Brooklyn Lager was perhaps One Woman's first malty love. I mean, *true* love. Of course, there's a lot to love about many, many beers. I love Green Flash Le Freak because it's a sexy masterwork of hoptasticness, or the Monk's Cafe Flemish Sour because it opened up whole new terrain of the sensorium. And can you really beat the delight of a fruity and potent Karmeliet Tripel poured to you directly by the brewery under a tent at the the beer festival in Brussells? But while Brooklyn Lager is a great beer in its own right--it has deliciously toasted malts and beautifully sculpted by understated foam, hops that smell like early summer grass--words fail to describe my love for this beer. As Uncle Roland used to say, "What is there to say about what one loves except I love it, and keep on saying it?" Brooklyn Lager is a beer with memories. The smell and the taste immediately awakens sensations of places, times, sounds, all swirled together into something magical and joyfully fizzy. That a trademark recipe, and the promise in the green, black, and yellow sign can bring you all this love is both wonderful and very frightening. Love complicates capitalism.

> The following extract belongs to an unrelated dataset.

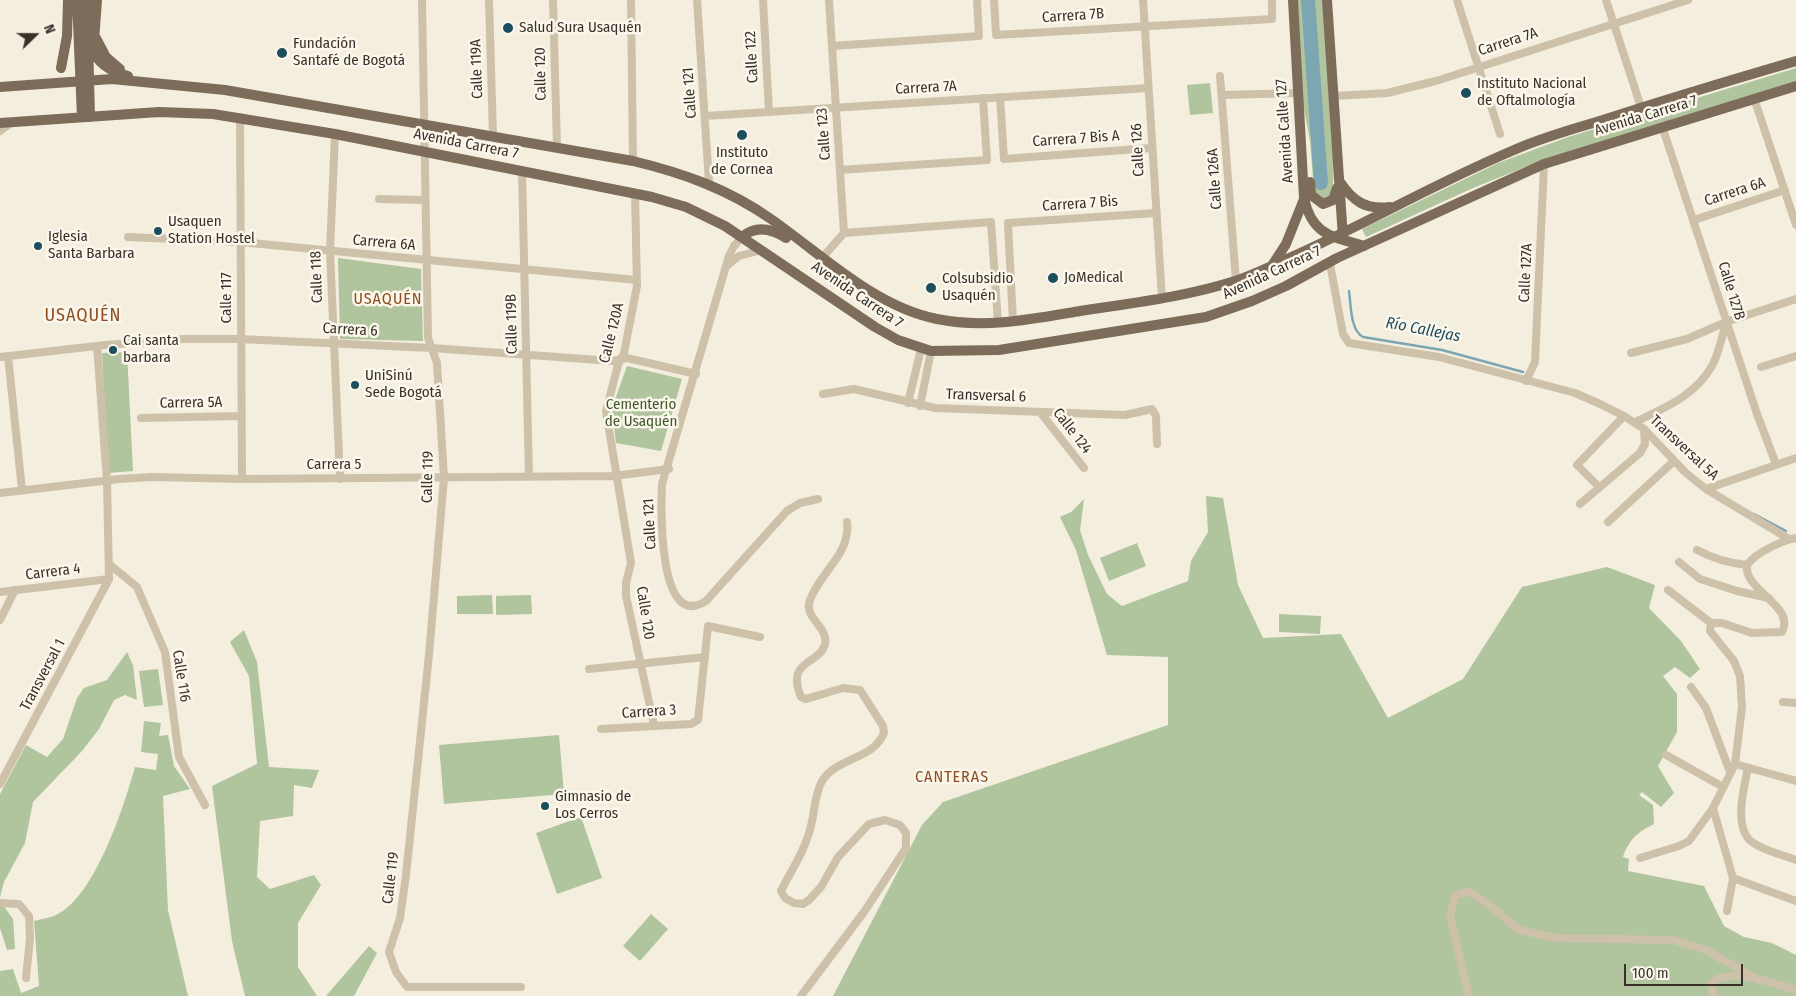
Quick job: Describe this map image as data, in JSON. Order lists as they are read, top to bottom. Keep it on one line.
{"streets":{"main road":["Avenida Carrera 7","Avenida Calle 127"],"street":["Carrera 7B","Carrera 7A","Calle 122","Calle 119A","Calle 120","Calle 121","Calle 123","Carrera 7 Bis A","Calle 126","Calle 126A","Carrera 6A","Carrera 7 Bis","Calle 127A","Calle 118","Calle 127B","Calle 117","Calle 119B","Carrera 6","Calle 120A","Transversal 6","Carrera 5A","Calle 124","Transversal 5A","Carrera 5","Calle 119","Carrera 4","Transversal 1","Calle 116","Carrera 3"]},"crossings":[["Carrera 7B","Calle 126"],["Carrera 7A","Calle 122"],["Carrera 7A","Calle 121"],["Carrera 7A","Calle 123"],["Carrera 7A","Carrera 7 Bis A"],["Carrera 7A","Calle 126"],["Calle 119A","Avenida Carrera 7"],["Calle 120","Avenida Carrera 7"],["Calle 120","Calle 120A"],["Calle 120","Carrera 5"],["Calle 120","Carrera 3"],["Calle 121","Avenida Carrera 7"],["Calle 121","Carrera 6"],["Calle 121","Carrera 5"],["Avenida Carrera 7","Avenida Calle 127"],["Avenida Carrera 7","Calle 126"],["Avenida Carrera 7","Calle 126A"],["Avenida Carrera 7","Carrera 7 Bis"],["Avenida Carrera 7","Calle 127A"],["Avenida Carrera 7","Calle 118"],["Avenida Carrera 7","Calle 127B"],["Avenida Carrera 7","Calle 117"],["Avenida Carrera 7","Calle 119B"],["Avenida Carrera 7","Calle 120A"],["Avenida Carrera 7","Transversal 5A"],["Avenida Carrera 7","Calle 119"],["Carrera 7 Bis A","Calle 126"],["Calle 126","Carrera 7 Bis"],["Carrera 6A","Calle 118"],["Carrera 6A","Calle 127B"],["Carrera 6A","Calle 117"],["Carrera 6A","Calle 119B"],["Carrera 6A","Calle 120A"],["Carrera 6A","Calle 119"],["Calle 127A","Transversal 5A"],["Calle 118","Carrera 6"],["Calle 118","Carrera 5"],["Calle 117","Carrera 6"],["Calle 117","Carrera 5A"],["Calle 117","Carrera 5"],["Calle 119B","Carrera 6"],["Calle 119B","Carrera 5"],["Carrera 6","Calle 120A"],["Carrera 6","Calle 119"],["Calle 120A","Carrera 5"],["Transversal 6","Calle 124"],["Carrera 5","Calle 119"],["Carrera 4","Transversal 1"]],"districts":["USAQUÉN","USAQUÉN","CANTERAS"],"water":["Río Callejas"],"parks":["Cementerio de Usaquén"],"places":["Salud Sura Usaquén","Fundación Santafé de Bogotá","Instituto Nacional de Oftalmología","Instituto de Cornea","Usaquen Station Hostel","Iglesia Santa Barbara","JoMedical","Colsubsidio Usaquén","Cai santa barbara","UniSinú Sede Bogotá","Gimnasio de Los Cerros"],"scale_bar":"100 m","north":"right"}
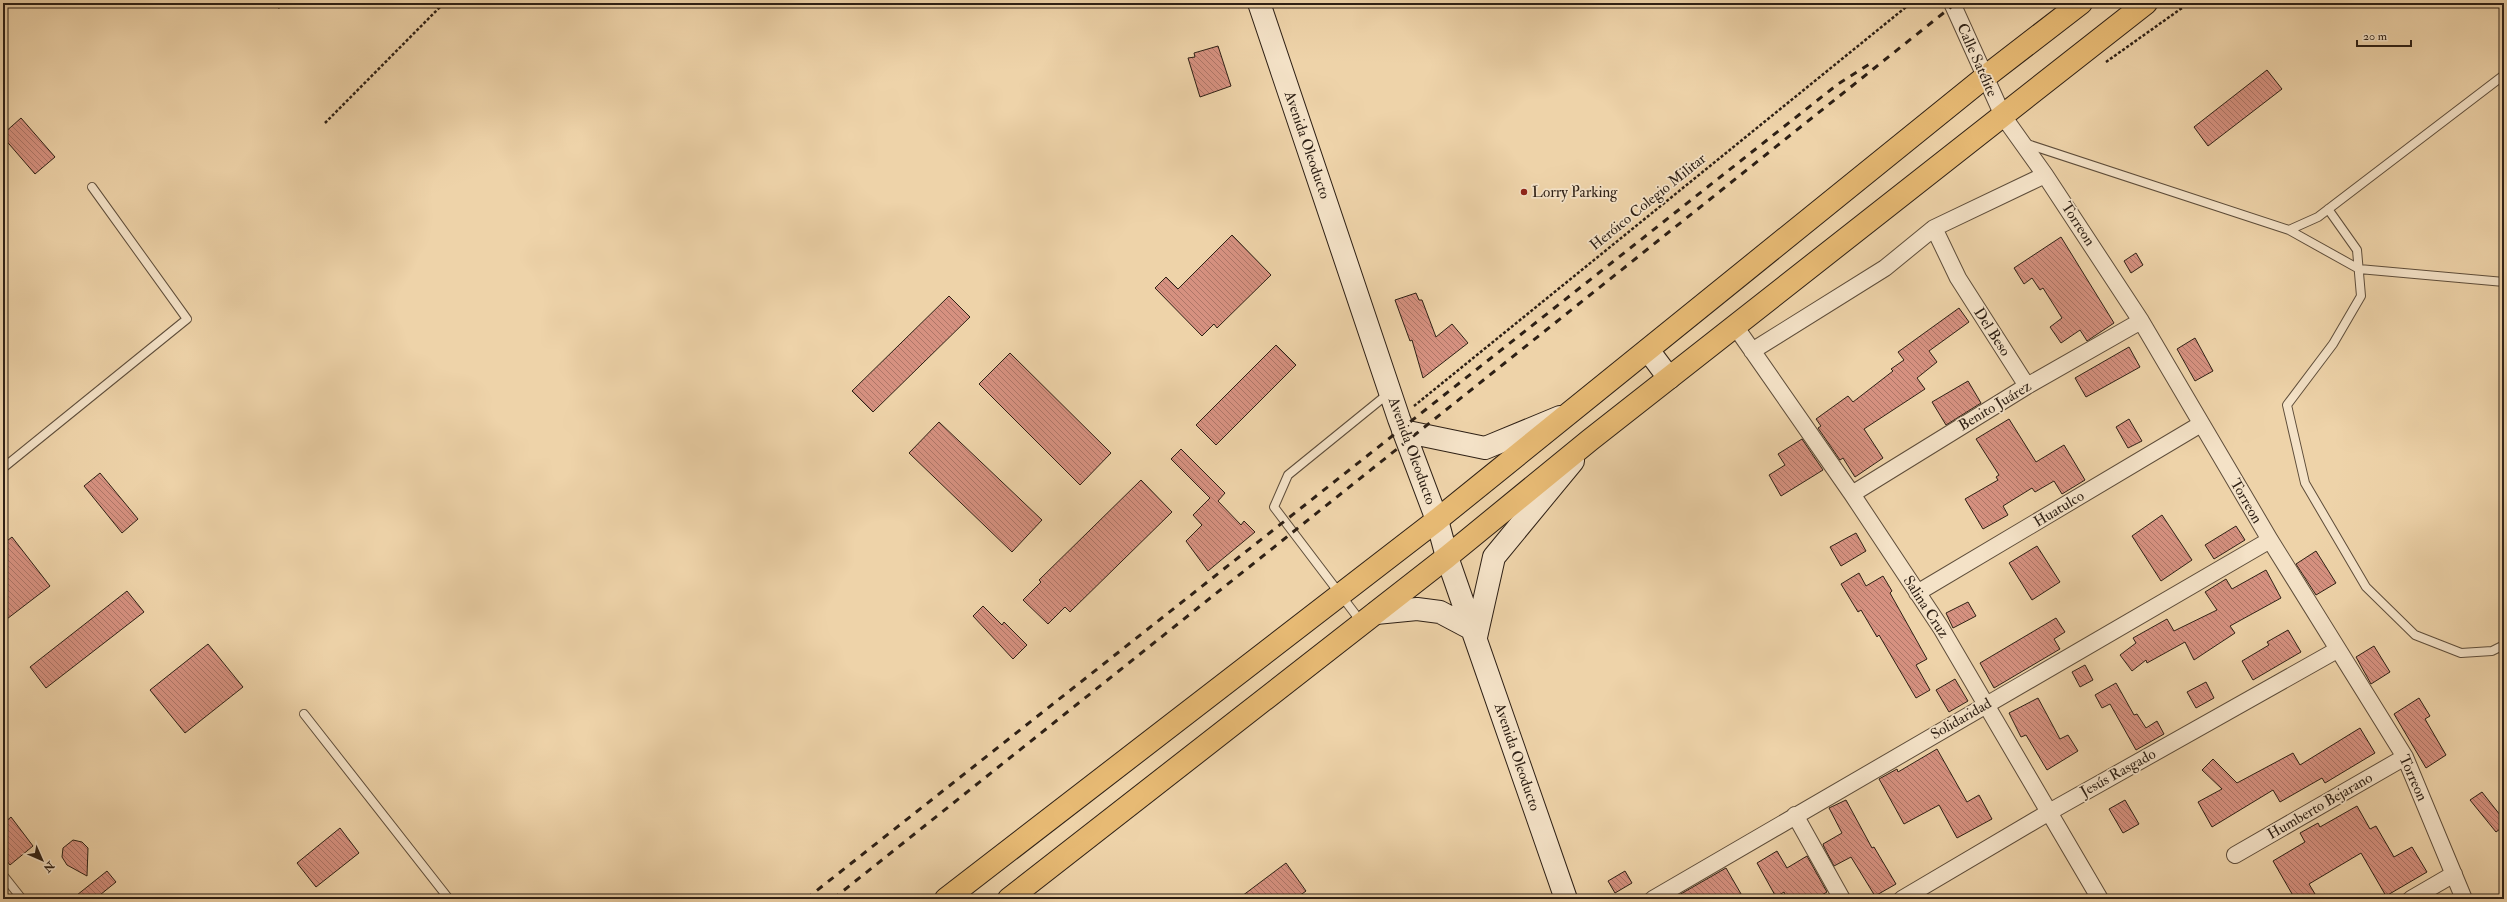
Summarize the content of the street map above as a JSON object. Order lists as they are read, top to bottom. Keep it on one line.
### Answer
{"streets":{"main road":["Avenida Oleoducto"],"street":["Calle Satélite","Torreon","Del Beso","Benito Juárez","Huatulco","Salina Cruz","Solidaridad","Jesús Rasgado","Humberto Bejarano"],"path":["Heróico Colegio Militar"]},"crossings":[["Calle Satélite","Torreon"],["Avenida Oleoducto","Heróico Colegio Militar"],["Torreon","Benito Juárez"],["Torreon","Huatulco"],["Torreon","Solidaridad"],["Torreon","Jesús Rasgado"],["Torreon","Humberto Bejarano"],["Del Beso","Benito Juárez"],["Benito Juárez","Salina Cruz"],["Huatulco","Salina Cruz"],["Salina Cruz","Solidaridad"],["Salina Cruz","Jesús Rasgado"]],"places":["Lorry Parking"],"scale_bar":"20 m","north":"bottom right"}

One Woman lived in the moment with this Brooklyn Lager with This One Guy, who brought home a happy six pack of these beers for a movie night at home. While watching Roman Polanski's China Town, the Brooklyn Lager accompanied us in rediscovering the joys of 1970s Hollywood orchestral re-imaginations of 1930s LA.
"Hold it there, kitty-cat!"
Nothing stands between me and my Brooklyn, except Roman Polanski
Musical Pairing of the moment: "Feels so Good," by Chuck Mangione, fluegelhorn player and composer, born and bred in New York State (click on the link to listen). "Feels so Good" is a 1970s classic that sent Chuck soaring up the charts in 1977. It's got all the outward markers of smooth jazz, but with tight arrangements and real chops in the background--although that's sugar coated too. But don't be fooled by prejudice. Smooth jazz, just like any genre of music you're able to purchase, market buy tickets to see, share videos of, whatever, is bound up in a complex relationship of love, repulsion, and money. But anyway, it feels so good, and sounds so good. This is lounge jazz at its best, even though he's left out of most written accounts of jazz history. This song is dedicated to This One Guy, with love.